(MATERIAL PROVIDED Opens)

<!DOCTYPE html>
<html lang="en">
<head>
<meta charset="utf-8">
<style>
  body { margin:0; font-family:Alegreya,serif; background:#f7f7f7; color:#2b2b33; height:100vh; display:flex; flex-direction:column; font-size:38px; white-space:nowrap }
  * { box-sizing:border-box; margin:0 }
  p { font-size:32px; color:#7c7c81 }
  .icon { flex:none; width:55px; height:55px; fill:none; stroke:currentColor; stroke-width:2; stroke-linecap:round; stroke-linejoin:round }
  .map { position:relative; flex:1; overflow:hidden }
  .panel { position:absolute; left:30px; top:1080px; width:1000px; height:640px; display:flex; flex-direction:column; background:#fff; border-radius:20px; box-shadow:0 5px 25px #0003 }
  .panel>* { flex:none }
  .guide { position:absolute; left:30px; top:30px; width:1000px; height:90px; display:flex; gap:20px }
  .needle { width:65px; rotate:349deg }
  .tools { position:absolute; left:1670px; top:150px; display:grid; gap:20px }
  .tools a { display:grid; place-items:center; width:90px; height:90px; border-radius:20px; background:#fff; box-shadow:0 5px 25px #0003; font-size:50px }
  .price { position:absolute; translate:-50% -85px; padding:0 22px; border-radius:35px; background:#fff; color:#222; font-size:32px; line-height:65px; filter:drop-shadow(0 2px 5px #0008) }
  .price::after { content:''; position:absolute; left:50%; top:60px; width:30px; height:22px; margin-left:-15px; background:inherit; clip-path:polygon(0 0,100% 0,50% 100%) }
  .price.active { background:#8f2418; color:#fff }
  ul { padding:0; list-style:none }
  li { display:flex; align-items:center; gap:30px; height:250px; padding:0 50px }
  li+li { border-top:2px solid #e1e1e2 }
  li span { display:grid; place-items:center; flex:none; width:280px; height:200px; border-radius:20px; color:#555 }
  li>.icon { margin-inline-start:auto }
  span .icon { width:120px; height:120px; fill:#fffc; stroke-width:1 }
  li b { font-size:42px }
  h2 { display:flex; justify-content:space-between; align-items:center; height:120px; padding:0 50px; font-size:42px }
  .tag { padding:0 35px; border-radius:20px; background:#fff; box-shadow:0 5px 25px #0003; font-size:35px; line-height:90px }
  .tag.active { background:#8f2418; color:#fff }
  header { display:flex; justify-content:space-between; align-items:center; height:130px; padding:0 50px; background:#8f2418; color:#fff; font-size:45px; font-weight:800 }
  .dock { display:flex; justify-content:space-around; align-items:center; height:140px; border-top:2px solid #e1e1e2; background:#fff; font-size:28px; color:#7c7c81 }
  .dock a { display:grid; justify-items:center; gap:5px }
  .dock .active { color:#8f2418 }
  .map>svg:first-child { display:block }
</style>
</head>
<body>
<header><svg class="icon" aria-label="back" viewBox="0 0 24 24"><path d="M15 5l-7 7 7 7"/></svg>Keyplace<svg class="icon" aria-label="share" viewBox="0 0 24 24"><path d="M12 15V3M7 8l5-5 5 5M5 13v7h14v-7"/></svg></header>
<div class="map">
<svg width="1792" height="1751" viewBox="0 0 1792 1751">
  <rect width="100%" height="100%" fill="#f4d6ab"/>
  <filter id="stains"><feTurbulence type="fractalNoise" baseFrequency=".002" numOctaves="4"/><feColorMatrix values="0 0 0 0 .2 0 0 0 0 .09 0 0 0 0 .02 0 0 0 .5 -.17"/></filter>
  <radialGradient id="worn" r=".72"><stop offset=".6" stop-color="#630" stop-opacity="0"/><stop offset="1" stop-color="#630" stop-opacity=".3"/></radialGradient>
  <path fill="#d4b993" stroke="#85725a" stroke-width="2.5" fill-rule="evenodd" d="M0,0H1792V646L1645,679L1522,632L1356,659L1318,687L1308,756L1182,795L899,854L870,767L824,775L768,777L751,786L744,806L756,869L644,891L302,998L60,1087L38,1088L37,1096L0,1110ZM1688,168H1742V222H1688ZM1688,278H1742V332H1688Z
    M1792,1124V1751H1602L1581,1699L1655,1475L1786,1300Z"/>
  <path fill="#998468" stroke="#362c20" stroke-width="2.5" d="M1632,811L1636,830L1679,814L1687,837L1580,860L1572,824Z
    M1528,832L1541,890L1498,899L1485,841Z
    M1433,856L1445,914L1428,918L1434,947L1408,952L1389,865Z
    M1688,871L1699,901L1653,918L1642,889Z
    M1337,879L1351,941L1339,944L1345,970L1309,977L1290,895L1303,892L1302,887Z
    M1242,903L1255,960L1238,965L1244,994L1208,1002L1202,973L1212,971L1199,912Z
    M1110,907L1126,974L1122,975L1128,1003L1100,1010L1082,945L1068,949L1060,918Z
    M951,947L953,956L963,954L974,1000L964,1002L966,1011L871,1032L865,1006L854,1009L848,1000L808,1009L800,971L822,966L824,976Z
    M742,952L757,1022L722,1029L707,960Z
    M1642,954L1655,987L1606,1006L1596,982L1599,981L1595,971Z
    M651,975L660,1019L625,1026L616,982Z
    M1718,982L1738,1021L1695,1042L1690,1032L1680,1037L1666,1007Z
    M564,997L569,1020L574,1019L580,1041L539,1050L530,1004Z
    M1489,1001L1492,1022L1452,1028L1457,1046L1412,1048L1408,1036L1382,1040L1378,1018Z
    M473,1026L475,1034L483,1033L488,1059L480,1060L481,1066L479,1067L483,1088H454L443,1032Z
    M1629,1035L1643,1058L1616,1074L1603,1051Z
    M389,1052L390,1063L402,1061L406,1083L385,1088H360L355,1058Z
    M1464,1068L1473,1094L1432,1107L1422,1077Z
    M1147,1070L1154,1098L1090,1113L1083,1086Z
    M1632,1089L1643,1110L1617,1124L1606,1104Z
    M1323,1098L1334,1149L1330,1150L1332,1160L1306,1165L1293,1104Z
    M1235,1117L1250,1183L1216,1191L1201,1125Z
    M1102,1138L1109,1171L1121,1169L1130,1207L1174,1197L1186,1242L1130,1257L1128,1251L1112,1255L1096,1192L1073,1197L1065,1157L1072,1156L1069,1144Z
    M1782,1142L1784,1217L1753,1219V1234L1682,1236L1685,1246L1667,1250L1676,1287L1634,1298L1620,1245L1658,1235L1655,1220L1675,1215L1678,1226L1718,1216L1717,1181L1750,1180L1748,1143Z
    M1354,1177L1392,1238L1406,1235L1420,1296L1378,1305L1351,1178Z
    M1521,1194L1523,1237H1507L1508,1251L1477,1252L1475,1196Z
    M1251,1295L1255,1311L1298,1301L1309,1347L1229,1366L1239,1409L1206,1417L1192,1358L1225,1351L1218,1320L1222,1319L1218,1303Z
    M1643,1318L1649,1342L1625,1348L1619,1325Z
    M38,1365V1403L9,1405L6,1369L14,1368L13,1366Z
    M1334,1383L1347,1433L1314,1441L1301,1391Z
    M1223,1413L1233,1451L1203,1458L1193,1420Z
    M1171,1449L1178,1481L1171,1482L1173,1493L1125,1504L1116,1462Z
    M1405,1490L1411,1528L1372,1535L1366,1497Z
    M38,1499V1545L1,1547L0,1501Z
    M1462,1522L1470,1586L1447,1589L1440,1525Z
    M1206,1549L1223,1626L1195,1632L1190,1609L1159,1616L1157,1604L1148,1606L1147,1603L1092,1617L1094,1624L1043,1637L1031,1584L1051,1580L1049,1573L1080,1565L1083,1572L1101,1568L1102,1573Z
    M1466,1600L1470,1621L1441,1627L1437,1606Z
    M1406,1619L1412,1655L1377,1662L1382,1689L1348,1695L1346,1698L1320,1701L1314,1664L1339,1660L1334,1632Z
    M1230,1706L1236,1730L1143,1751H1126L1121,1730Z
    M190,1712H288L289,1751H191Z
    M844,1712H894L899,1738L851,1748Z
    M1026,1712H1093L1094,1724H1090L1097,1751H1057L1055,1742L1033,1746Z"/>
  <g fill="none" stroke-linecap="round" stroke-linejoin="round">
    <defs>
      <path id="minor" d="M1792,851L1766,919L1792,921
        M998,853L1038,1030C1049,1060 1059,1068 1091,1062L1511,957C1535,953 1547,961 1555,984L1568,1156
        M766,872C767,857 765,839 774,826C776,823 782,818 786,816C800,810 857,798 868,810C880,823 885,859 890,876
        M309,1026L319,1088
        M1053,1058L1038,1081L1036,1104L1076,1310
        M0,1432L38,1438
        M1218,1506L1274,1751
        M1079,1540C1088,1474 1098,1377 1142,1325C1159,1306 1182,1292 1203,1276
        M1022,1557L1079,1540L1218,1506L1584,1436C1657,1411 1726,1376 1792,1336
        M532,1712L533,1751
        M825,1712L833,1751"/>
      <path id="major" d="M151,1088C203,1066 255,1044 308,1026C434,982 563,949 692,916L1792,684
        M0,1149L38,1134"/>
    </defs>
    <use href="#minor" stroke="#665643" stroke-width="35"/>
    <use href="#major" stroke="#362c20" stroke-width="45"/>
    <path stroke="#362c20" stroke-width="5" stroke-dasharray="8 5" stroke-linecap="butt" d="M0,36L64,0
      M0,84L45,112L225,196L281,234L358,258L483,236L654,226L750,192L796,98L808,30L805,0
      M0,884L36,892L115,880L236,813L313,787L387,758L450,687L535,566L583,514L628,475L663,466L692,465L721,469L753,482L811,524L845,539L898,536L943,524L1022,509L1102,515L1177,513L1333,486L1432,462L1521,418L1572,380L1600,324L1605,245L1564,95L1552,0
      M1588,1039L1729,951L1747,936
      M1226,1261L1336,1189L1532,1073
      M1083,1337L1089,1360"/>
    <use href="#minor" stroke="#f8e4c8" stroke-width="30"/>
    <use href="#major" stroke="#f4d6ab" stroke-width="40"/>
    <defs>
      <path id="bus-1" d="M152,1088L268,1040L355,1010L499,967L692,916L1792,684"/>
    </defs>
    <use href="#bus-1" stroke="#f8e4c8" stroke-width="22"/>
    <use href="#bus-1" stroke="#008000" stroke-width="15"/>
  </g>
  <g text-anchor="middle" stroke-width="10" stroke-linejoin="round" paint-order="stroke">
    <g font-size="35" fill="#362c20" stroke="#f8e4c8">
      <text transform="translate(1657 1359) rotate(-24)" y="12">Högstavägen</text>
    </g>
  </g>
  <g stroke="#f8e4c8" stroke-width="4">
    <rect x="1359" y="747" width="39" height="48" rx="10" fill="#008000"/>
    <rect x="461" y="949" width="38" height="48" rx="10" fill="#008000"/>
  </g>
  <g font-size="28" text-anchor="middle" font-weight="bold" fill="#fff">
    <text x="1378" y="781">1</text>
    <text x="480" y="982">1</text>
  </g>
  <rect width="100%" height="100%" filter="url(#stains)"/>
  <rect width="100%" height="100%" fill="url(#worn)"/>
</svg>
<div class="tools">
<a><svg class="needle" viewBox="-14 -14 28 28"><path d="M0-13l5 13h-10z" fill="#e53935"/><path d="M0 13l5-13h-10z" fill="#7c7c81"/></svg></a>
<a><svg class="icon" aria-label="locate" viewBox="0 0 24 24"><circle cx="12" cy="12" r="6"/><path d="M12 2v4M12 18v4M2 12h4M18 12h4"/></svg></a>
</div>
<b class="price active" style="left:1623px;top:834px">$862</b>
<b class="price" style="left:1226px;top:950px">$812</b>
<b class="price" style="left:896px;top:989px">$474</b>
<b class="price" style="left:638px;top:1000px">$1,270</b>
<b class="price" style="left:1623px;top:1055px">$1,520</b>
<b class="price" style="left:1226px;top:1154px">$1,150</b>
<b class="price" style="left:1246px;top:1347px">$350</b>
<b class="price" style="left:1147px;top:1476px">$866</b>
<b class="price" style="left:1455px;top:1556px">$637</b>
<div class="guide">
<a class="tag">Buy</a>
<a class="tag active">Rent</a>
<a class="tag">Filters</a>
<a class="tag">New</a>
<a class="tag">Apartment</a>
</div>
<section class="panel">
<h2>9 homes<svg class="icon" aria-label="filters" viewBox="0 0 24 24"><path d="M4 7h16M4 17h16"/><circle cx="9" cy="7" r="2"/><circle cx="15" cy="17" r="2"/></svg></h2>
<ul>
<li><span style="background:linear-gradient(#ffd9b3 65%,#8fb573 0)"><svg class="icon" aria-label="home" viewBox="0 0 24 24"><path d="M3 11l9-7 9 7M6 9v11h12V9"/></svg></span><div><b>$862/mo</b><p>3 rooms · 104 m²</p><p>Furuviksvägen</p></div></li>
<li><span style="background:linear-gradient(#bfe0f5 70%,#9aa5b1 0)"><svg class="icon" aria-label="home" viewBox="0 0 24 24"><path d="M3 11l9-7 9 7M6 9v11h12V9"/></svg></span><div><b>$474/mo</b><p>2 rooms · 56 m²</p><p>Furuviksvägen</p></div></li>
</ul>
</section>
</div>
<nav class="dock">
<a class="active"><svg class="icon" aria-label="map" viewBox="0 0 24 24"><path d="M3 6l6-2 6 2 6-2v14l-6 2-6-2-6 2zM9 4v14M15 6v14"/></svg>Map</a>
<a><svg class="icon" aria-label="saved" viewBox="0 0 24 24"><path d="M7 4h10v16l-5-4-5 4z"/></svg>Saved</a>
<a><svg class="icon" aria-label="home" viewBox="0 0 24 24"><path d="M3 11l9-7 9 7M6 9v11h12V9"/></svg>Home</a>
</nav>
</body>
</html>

(MATERIAL PROVIDED Closes)

TASK STATEMENT –
Within the data above, filter for lines containing the word "position" and copy each one.

ANSWER BELOW –
  .map { position:relative; flex:1; overflow:hidden }
  .panel { position:absolute; left:30px; top:1080px; width:1000px; height:640px; display:flex; flex-direction:column; background:#fff; border-radius:20px; box-shadow:0 5px 25px #0003 }
  .guide { position:absolute; left:30px; top:30px; width:1000px; height:90px; display:flex; gap:20px }
  .tools { position:absolute; left:1670px; top:150px; display:grid; gap:20px }
  .price { position:absolute; translate:-50% -85px; padding:0 22px; border-radius:35px; background:#fff; color:#222; font-size:32px; line-height:65px; filter:drop-shadow(0 2px 5px #0008) }
  .price::after { content:''; position:absolute; left:50%; top:60px; width:30px; height:22px; margin-left:-15px; background:inherit; clip-path:polygon(0 0,100% 0,50% 100%) }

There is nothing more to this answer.